──────── Data section ────────

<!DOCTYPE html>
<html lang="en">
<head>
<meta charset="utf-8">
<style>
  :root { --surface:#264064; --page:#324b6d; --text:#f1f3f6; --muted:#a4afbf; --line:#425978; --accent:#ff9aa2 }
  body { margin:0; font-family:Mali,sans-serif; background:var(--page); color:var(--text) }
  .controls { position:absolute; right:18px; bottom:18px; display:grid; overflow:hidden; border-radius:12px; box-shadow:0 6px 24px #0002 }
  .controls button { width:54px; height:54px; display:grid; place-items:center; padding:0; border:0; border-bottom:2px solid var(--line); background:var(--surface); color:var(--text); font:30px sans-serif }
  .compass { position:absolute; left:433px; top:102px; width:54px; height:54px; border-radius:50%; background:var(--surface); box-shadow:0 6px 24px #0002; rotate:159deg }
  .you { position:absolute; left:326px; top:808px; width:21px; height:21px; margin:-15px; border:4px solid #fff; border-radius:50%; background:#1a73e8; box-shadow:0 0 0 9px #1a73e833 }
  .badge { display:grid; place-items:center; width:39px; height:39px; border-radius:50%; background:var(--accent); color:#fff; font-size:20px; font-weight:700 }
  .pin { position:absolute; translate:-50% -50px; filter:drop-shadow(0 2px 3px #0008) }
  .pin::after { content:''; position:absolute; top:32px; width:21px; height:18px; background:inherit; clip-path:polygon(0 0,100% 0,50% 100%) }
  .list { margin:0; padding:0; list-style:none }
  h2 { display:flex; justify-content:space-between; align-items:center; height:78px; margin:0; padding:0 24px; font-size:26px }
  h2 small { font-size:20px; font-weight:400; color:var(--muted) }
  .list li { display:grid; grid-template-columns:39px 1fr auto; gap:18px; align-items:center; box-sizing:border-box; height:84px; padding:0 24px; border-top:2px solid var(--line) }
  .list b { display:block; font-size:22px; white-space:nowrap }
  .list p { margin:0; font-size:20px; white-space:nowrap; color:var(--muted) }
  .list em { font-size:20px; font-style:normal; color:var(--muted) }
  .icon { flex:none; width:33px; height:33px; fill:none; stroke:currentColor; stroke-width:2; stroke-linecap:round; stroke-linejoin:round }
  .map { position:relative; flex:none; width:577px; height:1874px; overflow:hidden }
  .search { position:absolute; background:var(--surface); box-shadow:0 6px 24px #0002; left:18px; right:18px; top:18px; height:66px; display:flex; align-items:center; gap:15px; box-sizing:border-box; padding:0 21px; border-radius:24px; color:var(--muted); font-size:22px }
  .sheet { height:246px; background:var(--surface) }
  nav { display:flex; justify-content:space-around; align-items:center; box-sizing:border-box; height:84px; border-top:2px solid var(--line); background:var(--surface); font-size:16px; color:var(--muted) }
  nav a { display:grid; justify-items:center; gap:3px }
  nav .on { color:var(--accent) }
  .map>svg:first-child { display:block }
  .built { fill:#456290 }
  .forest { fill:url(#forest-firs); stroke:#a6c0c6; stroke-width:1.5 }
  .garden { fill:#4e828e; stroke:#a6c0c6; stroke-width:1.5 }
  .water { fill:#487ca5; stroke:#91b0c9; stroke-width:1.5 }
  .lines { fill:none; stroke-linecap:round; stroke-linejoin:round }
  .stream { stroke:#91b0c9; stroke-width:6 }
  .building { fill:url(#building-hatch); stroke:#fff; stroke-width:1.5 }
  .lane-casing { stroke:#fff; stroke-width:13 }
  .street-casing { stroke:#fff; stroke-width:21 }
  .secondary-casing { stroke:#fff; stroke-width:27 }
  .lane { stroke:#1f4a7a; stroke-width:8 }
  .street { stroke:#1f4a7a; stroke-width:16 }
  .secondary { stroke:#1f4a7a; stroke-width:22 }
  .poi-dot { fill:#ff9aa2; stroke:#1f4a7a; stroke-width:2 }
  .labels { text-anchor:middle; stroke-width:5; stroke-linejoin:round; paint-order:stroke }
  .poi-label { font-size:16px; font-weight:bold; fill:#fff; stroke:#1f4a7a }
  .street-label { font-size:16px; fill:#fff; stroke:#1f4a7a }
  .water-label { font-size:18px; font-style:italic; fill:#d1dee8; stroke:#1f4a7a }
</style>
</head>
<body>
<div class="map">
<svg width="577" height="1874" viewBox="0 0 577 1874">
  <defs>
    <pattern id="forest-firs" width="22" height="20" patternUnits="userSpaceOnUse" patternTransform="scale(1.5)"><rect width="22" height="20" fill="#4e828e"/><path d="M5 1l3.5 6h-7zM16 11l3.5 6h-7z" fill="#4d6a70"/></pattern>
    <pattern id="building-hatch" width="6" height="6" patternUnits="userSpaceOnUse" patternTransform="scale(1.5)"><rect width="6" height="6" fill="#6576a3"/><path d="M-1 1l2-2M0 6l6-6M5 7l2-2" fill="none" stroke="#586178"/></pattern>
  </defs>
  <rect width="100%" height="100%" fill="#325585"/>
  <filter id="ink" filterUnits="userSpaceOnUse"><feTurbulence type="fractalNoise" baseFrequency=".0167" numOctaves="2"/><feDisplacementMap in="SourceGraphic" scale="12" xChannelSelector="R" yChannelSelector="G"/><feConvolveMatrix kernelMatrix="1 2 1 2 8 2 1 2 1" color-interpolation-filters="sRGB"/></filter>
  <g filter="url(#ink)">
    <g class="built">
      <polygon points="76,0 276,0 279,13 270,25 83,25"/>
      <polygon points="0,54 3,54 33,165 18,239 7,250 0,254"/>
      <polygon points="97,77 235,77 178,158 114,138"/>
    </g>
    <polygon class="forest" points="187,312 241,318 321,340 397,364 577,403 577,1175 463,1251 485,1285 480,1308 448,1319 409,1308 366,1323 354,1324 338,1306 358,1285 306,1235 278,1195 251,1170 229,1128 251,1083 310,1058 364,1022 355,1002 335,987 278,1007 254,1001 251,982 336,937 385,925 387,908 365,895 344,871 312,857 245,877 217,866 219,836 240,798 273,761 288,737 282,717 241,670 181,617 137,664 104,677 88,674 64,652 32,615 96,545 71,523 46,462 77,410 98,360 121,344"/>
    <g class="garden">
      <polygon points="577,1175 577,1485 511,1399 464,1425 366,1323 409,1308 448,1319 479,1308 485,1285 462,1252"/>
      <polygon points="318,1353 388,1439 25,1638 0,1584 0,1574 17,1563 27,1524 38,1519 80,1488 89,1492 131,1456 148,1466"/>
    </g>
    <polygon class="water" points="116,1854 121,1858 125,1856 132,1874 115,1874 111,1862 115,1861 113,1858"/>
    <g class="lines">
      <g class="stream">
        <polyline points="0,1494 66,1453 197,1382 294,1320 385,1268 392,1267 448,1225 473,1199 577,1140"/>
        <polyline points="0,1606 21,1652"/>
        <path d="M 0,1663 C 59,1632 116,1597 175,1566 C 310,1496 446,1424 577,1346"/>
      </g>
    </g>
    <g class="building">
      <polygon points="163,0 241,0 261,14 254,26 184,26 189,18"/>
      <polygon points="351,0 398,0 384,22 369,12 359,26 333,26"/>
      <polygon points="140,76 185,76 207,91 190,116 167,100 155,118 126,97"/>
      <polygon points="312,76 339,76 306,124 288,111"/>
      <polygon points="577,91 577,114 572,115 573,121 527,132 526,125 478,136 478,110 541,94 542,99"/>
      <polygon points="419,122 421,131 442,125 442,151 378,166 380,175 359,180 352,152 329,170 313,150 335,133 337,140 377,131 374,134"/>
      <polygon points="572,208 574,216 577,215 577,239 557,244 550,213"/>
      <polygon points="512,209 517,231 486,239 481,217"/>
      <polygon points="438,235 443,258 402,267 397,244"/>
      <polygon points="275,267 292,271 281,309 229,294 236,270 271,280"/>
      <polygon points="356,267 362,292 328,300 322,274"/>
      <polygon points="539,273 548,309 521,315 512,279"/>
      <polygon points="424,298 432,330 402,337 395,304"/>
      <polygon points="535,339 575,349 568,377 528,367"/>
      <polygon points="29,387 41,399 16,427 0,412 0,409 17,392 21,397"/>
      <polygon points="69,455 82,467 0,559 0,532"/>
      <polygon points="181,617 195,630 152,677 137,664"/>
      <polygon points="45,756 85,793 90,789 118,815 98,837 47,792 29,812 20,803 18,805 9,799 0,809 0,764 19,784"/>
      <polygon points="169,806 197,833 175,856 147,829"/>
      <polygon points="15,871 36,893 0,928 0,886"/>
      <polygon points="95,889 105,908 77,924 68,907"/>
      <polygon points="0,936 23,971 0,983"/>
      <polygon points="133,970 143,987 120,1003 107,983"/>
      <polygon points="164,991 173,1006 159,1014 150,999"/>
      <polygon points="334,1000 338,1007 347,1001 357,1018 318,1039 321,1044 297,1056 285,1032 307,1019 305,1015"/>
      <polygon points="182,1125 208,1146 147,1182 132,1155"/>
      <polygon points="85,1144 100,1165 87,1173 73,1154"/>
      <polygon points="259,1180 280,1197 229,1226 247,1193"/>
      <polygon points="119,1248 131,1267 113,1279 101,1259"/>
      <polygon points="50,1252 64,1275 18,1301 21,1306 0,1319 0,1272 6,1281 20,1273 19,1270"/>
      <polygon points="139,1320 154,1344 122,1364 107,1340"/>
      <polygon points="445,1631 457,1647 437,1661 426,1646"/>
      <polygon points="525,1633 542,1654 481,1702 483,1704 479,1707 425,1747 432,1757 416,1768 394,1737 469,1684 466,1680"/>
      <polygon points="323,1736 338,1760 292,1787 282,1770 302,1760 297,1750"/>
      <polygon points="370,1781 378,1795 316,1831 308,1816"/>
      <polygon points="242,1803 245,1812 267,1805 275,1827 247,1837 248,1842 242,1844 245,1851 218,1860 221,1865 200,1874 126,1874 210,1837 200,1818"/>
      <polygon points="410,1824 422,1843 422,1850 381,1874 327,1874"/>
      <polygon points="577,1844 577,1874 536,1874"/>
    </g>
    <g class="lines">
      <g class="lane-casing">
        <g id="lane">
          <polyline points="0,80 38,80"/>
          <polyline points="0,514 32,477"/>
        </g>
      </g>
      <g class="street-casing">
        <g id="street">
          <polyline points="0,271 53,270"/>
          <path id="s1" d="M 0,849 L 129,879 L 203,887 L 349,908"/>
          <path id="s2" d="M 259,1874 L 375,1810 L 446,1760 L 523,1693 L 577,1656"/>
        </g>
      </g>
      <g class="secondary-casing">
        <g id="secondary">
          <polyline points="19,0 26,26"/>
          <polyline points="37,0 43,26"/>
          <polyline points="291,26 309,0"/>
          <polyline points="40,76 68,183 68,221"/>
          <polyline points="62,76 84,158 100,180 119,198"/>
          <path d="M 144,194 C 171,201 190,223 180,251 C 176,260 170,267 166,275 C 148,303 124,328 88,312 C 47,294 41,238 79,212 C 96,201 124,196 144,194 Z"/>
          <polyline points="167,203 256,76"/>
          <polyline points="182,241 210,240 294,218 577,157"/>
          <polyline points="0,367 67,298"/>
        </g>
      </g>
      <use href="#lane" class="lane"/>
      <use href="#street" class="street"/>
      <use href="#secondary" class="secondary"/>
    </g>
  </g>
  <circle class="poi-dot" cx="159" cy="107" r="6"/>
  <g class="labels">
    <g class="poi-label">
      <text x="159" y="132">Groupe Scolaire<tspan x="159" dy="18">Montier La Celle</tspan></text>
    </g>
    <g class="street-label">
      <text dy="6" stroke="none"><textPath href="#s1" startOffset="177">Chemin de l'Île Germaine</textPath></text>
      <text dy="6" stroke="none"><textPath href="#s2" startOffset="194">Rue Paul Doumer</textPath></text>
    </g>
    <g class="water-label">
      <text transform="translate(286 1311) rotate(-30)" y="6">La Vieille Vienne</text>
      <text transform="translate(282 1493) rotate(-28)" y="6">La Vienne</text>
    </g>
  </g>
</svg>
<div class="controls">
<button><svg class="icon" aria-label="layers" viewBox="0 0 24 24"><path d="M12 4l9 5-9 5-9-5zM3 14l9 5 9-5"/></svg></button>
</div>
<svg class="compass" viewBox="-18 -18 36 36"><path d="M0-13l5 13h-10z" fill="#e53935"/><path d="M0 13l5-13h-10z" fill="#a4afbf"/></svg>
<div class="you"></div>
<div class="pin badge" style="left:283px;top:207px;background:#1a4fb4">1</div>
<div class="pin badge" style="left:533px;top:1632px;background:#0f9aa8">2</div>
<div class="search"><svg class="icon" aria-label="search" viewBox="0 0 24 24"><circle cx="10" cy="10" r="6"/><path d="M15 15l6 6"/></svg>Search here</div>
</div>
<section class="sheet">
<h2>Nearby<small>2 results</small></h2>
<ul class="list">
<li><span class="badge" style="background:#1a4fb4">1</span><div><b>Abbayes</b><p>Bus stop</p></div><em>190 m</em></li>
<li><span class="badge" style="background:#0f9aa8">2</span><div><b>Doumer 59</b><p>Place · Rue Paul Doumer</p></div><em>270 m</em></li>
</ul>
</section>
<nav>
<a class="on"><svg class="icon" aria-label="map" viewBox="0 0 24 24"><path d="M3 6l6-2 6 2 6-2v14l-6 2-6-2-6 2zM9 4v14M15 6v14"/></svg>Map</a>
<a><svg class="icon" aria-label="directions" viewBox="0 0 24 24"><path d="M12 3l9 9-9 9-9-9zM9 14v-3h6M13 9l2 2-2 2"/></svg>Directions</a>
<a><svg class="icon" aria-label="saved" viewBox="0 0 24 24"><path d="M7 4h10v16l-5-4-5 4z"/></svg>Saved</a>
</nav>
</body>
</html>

────────

▶ _Work to be completed_:
Starting with the first line of the entries and ending with the line that has "flex:none; width:33px; height:33px;", copy each line exactly and add nothing.

▶ _Response to the exercise_:
<!DOCTYPE html>
<html lang="en">
<head>
<meta charset="utf-8">
<style>
  :root { --surface:#264064; --page:#324b6d; --text:#f1f3f6; --muted:#a4afbf; --line:#425978; --accent:#ff9aa2 }
  body { margin:0; font-family:Mali,sans-serif; background:var(--page); color:var(--text) }
  .controls { position:absolute; right:18px; bottom:18px; display:grid; overflow:hidden; border-radius:12px; box-shadow:0 6px 24px #0002 }
  .controls button { width:54px; height:54px; display:grid; place-items:center; padding:0; border:0; border-bottom:2px solid var(--line); background:var(--surface); color:var(--text); font:30px sans-serif }
  .compass { position:absolute; left:433px; top:102px; width:54px; height:54px; border-radius:50%; background:var(--surface); box-shadow:0 6px 24px #0002; rotate:159deg }
  .you { position:absolute; left:326px; top:808px; width:21px; height:21px; margin:-15px; border:4px solid #fff; border-radius:50%; background:#1a73e8; box-shadow:0 0 0 9px #1a73e833 }
  .badge { display:grid; place-items:center; width:39px; height:39px; border-radius:50%; background:var(--accent); color:#fff; font-size:20px; font-weight:700 }
  .pin { position:absolute; translate:-50% -50px; filter:drop-shadow(0 2px 3px #0008) }
  .pin::after { content:''; position:absolute; top:32px; width:21px; height:18px; background:inherit; clip-path:polygon(0 0,100% 0,50% 100%) }
  .list { margin:0; padding:0; list-style:none }
  h2 { display:flex; justify-content:space-between; align-items:center; height:78px; margin:0; padding:0 24px; font-size:26px }
  h2 small { font-size:20px; font-weight:400; color:var(--muted) }
  .list li { display:grid; grid-template-columns:39px 1fr auto; gap:18px; align-items:center; box-sizing:border-box; height:84px; padding:0 24px; border-top:2px solid var(--line) }
  .list b { display:block; font-size:22px; white-space:nowrap }
  .list p { margin:0; font-size:20px; white-space:nowrap; color:var(--muted) }
  .list em { font-size:20px; font-style:normal; color:var(--muted) }
  .icon { flex:none; width:33px; height:33px; fill:none; stroke:currentColor; stroke-width:2; stroke-linecap:round; stroke-linejoin:round }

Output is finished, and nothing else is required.